From the Rheeformish Lexicon.
Proctology. Test proctoring according to the regulations of the Common Core Curriculum Commissariat and Ministry of Truth (C^4 MiniTru), what is taught in test administration “trainings” (“Sit up. Roll over. Good boy”).
I think asking bright and successful people to take a test is an interesting way to try and teach them a lesson about what it’s like to take a test. I think a better idea is to have an outspoken House Speaker/Reformer cooperate with a one year moratorium on a “reform” legislative push while he/she takes over the duties and pay of a classroom teacher in a lower SES community school.
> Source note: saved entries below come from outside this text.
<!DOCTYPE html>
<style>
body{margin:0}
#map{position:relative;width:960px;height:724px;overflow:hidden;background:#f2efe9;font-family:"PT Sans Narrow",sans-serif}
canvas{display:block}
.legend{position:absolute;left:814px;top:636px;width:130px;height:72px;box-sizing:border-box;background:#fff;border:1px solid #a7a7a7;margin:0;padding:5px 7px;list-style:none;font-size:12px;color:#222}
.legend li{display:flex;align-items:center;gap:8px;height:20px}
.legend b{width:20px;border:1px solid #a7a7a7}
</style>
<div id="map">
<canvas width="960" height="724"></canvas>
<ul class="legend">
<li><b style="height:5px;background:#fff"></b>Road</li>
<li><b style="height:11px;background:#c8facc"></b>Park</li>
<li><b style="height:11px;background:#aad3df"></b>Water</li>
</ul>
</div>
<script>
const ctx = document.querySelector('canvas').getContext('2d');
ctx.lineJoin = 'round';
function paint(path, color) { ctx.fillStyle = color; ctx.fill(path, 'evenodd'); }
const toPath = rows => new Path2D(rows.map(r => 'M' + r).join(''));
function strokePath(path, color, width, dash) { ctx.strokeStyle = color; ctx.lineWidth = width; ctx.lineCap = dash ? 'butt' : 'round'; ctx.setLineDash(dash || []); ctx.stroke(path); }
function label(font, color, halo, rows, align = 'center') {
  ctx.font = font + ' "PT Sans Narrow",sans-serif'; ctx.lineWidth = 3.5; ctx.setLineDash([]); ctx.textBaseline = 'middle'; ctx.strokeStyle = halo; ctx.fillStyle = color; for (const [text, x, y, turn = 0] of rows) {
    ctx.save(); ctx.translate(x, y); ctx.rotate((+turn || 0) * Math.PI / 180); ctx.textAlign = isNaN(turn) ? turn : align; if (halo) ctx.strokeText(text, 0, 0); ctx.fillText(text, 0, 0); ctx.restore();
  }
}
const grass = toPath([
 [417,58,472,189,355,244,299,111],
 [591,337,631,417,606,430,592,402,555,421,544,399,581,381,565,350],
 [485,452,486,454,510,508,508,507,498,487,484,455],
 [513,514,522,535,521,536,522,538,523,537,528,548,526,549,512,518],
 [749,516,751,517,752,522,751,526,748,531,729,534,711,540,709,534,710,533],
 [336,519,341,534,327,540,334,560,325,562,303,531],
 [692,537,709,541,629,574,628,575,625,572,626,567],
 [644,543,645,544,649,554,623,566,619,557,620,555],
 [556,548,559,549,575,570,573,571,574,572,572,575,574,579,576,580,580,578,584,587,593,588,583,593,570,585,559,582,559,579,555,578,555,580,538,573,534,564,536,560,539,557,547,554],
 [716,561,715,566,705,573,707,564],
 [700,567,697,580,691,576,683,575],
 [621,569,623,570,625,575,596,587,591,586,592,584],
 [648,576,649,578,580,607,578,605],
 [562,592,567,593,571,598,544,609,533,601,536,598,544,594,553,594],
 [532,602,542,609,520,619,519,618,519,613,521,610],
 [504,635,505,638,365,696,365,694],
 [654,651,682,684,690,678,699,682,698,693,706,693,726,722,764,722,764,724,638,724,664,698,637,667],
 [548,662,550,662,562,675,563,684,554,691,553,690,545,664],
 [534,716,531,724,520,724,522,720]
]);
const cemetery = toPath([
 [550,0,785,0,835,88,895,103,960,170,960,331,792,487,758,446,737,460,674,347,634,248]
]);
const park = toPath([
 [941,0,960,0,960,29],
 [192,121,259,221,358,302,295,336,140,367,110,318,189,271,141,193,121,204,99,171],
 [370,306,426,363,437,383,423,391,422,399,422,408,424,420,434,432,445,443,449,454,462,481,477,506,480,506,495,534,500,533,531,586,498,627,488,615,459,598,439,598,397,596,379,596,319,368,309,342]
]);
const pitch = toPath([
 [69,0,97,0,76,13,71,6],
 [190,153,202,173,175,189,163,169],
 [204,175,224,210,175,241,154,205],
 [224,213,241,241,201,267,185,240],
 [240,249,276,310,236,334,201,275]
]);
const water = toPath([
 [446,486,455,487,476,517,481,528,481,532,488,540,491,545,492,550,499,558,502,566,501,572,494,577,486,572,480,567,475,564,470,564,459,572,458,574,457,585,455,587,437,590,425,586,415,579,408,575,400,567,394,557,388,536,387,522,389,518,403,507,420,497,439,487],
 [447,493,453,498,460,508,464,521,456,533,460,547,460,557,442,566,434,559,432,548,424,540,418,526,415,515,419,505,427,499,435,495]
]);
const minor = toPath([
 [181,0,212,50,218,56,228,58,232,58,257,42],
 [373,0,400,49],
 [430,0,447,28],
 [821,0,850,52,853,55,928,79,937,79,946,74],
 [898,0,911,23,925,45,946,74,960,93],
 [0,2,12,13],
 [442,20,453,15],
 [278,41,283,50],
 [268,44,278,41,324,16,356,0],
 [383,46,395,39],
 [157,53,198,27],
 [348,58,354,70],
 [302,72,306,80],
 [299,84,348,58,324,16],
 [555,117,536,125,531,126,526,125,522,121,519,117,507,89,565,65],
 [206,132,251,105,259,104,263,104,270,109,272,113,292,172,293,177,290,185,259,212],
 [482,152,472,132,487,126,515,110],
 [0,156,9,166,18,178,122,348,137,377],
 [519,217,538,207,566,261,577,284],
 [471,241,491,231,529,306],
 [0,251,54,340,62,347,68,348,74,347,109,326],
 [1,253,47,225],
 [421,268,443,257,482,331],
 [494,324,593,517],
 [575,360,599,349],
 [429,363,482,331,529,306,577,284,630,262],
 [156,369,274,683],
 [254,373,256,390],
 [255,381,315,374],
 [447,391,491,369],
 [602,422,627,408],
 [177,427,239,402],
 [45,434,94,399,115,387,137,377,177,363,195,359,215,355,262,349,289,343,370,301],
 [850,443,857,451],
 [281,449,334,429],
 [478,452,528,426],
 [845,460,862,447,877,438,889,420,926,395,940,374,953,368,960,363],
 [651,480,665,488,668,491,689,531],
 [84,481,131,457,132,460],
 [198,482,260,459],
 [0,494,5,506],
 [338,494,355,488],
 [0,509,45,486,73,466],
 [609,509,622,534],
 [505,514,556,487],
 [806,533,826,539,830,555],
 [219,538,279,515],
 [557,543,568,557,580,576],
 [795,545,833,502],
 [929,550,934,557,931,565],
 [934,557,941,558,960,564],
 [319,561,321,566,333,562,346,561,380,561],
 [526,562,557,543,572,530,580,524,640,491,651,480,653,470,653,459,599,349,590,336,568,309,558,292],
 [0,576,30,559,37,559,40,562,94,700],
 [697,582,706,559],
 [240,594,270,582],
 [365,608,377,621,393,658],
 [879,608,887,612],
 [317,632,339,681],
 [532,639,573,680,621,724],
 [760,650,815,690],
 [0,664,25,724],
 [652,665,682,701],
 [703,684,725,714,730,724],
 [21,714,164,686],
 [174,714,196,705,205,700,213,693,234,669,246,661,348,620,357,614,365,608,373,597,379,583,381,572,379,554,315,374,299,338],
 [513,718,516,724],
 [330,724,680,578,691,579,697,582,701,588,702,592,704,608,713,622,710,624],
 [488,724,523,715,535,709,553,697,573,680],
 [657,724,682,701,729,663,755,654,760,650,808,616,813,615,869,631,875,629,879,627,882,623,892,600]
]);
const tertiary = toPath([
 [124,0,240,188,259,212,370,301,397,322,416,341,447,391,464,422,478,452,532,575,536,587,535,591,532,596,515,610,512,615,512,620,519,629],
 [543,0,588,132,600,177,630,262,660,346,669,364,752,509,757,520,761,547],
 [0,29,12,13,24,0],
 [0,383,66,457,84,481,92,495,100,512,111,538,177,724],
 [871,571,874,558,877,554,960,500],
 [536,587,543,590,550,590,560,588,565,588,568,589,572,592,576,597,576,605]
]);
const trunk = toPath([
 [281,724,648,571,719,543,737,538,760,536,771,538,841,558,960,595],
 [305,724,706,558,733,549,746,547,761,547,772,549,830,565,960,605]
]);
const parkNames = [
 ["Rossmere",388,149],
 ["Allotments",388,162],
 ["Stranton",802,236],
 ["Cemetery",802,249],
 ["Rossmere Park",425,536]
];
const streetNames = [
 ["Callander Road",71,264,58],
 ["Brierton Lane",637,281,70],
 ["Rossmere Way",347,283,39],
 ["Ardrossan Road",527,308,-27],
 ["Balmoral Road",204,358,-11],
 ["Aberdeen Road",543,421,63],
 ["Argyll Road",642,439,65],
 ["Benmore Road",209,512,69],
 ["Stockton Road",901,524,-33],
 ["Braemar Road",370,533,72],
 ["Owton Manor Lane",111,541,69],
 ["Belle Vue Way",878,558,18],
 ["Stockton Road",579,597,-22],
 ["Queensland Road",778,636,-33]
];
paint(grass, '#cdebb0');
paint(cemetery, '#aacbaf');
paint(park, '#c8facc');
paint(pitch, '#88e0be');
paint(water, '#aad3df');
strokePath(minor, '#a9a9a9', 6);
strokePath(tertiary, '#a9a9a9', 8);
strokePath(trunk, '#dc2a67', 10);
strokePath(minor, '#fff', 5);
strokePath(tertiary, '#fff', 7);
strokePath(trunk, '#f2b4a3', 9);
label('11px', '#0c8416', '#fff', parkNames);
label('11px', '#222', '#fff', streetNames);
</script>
Here’s a fantasy: some legislator or media outlet in RI will see this as a teachable moment and take the time to emphasize that the NECAP was NOT designed to be used for this purpose. If the RI State Superintendent was committed to using tests for graduation she should have pushed the legislature to spend the money needed to design, field test, and implement a test to determine if a student is worthy of a HS diploma. Instead she took an existing standardized achievement test and made it into a criterion referenced test. If she HAD done this the right way, instead of the cheap, fast, expedient way, politicians and philanthropists might have gotten the message that designing tests is complicated, time consuming, and expensive….
Gist was 100% imported reformer from the beginning, no doubt about that.
The resistance has done a good job of educating the public and the media about the issues with NECAP, and in fact, the requirement is shot through with holes at this point, so it will only harm students who cannot traverse the administrative wrangling involved in getting a waiver (i.e,, those already marginalized and disadvantaged). Holding onto this requirement is purely posturing at this point, and it is doing real damage to the lives of students in RI.
” it is a cardinal rule of testing that tests should be used only for the purpose for which they were designed.”
Of course USDE and states under the influence of USDE and Gates do not honor that principal. They uses scores on tests designed for students to conjure scores and schemes for rating teachers.
I think we should call, nation-wide, for all heads of state education depts and legislators be required to take their state’s tests and have their scores reported in rank order.